More than half were heading off for college (most to state schools or Cape Cod Community College), but nearly a third were taking gap years, or were not sure what they'd be doing. That seemed to be a lot, and I wondered if it were because there is so much uncertainty about everything at the moment – even whether a particular college will be in session in the fall. I did some Googling and discovered that gap years are suddenly the thing that you recommend to graduating Seniors.

I've always been in favor of a gap year, or even two. College provides a very narrow view of life in general, and, in general, is not a great way to prepare for life*. Some perspective can be very valuable, especially at that impressionable age.

All this got me thinking – potentially, thousands of graduating Seniors who would normally move right to college will, instead, be finding their way through the new world on their own. I can't imagine that this can be anything but a good thing.

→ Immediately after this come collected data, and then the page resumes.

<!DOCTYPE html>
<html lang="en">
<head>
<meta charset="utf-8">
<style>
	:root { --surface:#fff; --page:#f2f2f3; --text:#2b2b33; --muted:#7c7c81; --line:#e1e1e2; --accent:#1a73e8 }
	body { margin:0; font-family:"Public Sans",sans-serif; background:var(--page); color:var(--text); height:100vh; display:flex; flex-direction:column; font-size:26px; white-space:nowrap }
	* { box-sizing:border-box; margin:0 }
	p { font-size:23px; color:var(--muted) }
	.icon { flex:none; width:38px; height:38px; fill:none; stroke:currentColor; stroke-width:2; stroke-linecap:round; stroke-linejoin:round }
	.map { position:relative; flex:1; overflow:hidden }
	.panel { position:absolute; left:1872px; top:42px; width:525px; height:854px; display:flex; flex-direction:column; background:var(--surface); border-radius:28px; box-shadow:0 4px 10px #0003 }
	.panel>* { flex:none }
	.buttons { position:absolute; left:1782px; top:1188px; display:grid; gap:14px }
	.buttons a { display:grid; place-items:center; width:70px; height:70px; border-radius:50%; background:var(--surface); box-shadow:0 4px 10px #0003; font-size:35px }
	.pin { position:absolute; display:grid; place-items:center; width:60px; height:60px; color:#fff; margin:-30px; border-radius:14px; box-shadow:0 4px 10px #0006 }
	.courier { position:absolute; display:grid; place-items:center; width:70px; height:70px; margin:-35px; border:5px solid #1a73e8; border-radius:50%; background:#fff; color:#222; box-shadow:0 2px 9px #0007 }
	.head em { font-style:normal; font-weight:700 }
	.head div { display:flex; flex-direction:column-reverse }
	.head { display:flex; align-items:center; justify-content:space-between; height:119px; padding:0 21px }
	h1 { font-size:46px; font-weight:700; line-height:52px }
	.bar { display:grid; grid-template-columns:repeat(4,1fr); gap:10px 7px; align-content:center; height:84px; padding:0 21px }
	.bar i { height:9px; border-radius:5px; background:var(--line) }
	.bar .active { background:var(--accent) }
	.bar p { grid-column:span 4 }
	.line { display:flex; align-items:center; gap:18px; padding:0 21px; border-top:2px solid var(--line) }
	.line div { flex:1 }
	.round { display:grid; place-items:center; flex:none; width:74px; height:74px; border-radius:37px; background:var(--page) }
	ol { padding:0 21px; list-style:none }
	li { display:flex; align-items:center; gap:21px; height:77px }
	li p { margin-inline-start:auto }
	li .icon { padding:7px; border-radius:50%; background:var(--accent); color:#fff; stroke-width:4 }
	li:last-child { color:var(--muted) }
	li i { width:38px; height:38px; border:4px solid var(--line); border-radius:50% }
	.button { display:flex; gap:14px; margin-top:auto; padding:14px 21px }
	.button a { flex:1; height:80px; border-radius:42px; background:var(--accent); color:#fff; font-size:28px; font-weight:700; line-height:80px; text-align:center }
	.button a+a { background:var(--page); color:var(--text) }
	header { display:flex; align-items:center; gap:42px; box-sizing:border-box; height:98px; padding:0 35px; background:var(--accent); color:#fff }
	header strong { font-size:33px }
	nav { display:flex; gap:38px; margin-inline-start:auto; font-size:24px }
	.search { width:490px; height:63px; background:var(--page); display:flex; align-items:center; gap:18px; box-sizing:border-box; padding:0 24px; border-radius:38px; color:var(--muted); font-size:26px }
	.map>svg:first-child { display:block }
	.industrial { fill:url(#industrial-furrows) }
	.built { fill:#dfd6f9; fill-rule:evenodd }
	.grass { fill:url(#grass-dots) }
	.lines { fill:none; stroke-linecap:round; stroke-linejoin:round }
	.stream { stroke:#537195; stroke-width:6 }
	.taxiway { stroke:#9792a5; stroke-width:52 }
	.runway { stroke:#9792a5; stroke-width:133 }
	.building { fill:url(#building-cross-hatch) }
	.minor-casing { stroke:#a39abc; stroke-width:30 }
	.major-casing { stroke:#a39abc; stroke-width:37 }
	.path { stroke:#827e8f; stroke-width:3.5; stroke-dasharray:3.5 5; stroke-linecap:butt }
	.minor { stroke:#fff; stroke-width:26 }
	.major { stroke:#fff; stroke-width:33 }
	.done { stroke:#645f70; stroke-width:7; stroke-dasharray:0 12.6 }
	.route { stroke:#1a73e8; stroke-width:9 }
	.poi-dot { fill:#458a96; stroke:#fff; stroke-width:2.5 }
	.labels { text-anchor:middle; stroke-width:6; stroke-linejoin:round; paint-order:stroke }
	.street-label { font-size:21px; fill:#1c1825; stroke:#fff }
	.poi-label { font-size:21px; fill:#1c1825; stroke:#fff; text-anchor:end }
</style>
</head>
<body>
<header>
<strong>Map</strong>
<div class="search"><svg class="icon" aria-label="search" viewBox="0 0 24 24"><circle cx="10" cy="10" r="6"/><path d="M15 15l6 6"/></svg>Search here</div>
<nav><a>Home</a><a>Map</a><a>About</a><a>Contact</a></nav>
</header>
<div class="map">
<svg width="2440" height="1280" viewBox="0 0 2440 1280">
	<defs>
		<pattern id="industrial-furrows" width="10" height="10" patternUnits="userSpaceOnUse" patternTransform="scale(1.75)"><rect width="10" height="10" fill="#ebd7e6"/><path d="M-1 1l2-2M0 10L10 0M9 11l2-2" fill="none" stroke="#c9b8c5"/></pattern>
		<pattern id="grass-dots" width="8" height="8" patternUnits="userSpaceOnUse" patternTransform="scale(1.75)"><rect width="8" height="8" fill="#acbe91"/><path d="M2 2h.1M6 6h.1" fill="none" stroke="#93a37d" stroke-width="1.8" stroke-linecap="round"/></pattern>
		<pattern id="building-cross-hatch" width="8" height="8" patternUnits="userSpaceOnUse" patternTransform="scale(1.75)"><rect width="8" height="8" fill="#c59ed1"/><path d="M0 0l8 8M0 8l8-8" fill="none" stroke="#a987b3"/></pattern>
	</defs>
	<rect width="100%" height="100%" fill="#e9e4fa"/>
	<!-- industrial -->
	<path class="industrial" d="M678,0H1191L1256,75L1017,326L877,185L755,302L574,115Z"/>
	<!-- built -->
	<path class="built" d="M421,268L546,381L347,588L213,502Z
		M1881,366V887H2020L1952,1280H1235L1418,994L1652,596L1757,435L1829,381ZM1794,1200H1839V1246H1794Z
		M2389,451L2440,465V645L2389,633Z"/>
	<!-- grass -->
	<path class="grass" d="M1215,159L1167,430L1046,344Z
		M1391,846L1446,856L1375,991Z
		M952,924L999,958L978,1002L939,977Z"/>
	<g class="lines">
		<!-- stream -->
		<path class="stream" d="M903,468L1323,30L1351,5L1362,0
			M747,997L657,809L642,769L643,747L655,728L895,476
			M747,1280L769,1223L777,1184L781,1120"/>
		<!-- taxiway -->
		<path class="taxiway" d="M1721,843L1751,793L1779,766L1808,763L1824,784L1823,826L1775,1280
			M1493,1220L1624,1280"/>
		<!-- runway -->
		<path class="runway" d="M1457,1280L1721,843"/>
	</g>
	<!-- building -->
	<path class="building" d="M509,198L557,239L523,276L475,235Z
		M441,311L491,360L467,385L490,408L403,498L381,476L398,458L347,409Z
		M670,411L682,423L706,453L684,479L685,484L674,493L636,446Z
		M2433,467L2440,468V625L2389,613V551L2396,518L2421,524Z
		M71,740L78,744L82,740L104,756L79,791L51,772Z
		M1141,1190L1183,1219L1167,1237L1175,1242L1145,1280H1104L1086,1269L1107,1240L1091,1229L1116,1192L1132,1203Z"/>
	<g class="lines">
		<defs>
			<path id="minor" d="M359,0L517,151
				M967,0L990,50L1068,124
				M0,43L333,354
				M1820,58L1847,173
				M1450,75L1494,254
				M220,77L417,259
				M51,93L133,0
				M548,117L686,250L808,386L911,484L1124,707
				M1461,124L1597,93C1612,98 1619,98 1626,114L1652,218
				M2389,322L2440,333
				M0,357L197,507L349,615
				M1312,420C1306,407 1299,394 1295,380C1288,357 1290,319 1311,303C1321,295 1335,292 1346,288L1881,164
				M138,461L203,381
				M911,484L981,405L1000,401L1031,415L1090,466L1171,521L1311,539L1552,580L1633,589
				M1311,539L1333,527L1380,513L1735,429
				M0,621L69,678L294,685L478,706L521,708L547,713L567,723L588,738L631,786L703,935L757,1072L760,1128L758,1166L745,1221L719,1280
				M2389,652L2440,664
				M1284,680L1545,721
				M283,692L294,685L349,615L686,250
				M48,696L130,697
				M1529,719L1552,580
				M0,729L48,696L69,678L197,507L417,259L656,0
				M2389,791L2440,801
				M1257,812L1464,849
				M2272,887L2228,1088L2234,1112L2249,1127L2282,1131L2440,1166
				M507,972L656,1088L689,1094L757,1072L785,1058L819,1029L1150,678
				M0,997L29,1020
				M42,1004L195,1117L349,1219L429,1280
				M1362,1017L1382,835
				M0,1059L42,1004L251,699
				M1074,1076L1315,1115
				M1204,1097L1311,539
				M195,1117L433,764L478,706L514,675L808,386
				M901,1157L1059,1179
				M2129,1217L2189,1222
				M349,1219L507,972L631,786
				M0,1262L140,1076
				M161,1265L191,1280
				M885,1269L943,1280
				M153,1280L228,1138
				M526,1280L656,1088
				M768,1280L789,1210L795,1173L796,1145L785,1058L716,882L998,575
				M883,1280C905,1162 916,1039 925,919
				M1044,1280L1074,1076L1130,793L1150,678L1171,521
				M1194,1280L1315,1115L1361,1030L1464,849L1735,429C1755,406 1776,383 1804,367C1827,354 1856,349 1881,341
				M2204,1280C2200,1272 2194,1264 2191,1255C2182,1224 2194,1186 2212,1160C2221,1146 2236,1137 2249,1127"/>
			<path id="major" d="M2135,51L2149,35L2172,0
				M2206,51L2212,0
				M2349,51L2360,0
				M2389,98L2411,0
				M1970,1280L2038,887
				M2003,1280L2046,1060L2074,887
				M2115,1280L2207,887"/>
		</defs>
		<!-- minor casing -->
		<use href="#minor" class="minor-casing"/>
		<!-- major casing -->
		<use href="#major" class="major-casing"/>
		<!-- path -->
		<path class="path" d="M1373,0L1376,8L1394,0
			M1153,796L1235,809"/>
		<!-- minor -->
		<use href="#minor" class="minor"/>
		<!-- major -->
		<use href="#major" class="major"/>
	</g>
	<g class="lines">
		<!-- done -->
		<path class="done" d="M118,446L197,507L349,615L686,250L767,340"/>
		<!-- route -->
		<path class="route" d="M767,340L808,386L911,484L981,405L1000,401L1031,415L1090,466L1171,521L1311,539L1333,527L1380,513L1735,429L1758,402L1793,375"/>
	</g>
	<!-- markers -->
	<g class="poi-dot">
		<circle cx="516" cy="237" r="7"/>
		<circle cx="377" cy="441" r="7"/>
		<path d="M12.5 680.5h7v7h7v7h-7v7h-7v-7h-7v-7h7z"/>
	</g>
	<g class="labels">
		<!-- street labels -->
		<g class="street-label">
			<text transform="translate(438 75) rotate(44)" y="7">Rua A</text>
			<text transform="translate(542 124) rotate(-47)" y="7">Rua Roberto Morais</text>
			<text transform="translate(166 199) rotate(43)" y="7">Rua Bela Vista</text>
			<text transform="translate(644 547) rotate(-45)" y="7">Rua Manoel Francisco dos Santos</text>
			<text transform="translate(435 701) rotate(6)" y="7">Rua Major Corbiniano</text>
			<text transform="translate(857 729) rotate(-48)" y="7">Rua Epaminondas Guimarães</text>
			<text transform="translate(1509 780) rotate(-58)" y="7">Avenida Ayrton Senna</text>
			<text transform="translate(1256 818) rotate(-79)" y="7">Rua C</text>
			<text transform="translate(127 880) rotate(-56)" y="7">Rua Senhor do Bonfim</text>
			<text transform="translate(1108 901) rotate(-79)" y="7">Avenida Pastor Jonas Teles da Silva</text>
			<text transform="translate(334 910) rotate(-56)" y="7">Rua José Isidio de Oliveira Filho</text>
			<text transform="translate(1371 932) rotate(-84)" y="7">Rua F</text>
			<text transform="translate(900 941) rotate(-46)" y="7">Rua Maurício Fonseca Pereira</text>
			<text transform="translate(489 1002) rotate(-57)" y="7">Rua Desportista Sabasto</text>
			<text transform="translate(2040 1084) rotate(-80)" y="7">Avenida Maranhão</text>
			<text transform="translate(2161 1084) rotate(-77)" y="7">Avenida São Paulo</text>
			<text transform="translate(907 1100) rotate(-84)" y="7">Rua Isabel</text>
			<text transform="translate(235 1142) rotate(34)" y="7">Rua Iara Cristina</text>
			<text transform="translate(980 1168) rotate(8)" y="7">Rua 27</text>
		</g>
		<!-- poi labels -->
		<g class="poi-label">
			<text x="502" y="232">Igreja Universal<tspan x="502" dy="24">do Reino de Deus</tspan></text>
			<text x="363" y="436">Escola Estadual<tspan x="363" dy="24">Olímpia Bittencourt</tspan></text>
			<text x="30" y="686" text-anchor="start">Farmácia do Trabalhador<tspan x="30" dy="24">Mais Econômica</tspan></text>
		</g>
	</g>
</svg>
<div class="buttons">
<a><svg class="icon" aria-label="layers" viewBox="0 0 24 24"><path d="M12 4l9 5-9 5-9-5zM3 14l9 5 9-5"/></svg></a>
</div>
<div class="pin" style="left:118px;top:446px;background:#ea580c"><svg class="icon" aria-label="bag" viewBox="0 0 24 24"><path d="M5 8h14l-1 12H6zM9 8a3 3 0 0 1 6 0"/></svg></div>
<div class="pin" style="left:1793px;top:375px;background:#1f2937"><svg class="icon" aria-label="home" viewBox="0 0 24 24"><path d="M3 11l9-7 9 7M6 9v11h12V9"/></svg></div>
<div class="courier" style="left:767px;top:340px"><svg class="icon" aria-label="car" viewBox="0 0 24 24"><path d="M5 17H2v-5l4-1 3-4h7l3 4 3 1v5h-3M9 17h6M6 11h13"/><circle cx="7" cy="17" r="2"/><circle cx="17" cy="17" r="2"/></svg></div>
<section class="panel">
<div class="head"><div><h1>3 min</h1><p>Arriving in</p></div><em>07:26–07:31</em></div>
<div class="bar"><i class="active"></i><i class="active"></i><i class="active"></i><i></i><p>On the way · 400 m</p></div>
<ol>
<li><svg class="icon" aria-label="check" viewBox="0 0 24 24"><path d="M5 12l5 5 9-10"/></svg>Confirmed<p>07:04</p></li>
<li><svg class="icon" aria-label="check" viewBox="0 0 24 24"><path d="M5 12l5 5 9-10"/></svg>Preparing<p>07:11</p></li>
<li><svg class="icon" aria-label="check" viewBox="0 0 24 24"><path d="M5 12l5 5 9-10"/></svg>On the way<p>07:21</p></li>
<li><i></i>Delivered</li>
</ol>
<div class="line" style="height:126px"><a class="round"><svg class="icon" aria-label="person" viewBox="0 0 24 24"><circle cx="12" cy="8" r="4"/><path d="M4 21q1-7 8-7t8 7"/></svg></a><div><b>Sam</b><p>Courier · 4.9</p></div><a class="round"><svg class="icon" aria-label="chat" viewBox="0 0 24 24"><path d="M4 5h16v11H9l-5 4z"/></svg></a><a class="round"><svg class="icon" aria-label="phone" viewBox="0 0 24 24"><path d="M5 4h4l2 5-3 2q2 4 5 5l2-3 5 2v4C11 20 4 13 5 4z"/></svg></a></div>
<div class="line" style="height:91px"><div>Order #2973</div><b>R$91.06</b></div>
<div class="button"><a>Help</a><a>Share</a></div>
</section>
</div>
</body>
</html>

I went to college because it was expected – the mid-century's American dream. There's still a lot of that going around (one of the students said in her bio that she was the first in her family to go to college). What if a lot more students made decisions based on what they found in the real world, and not what everyone told them they should do? What if they chose courses of study based on some real-world experiences – or maybe decided not to go to college at all?

If we all stop and remember how we ended up in the careers we pursued or are pursuing, many of us, myself included, would realize that a lot of serendipity was involved – the right place at the right time, stumbling onto an opportunity, one door closing and another one opening. Apparently random experiences that opened whole new worlds. How far were our careers from what we studied? Imagine if we had all spent a year or two wandering around a world we'd have to inhabit in the future, learning its ins and outs, and bumping into chance and opportunity and that random person or event that changed everything.

So the new world, which will be fueled, more and more as time goes on, by these graduating Seniors, might be more... what? Coherent? Satisfying? Will the new problems inherent in the new world be addressed by young people who have had a chance to figure out what's what?

I hope so. Best wishes, class of 2020.


* - In my experience, it's also not a great way to prepare for a career, but that's grist for another mill.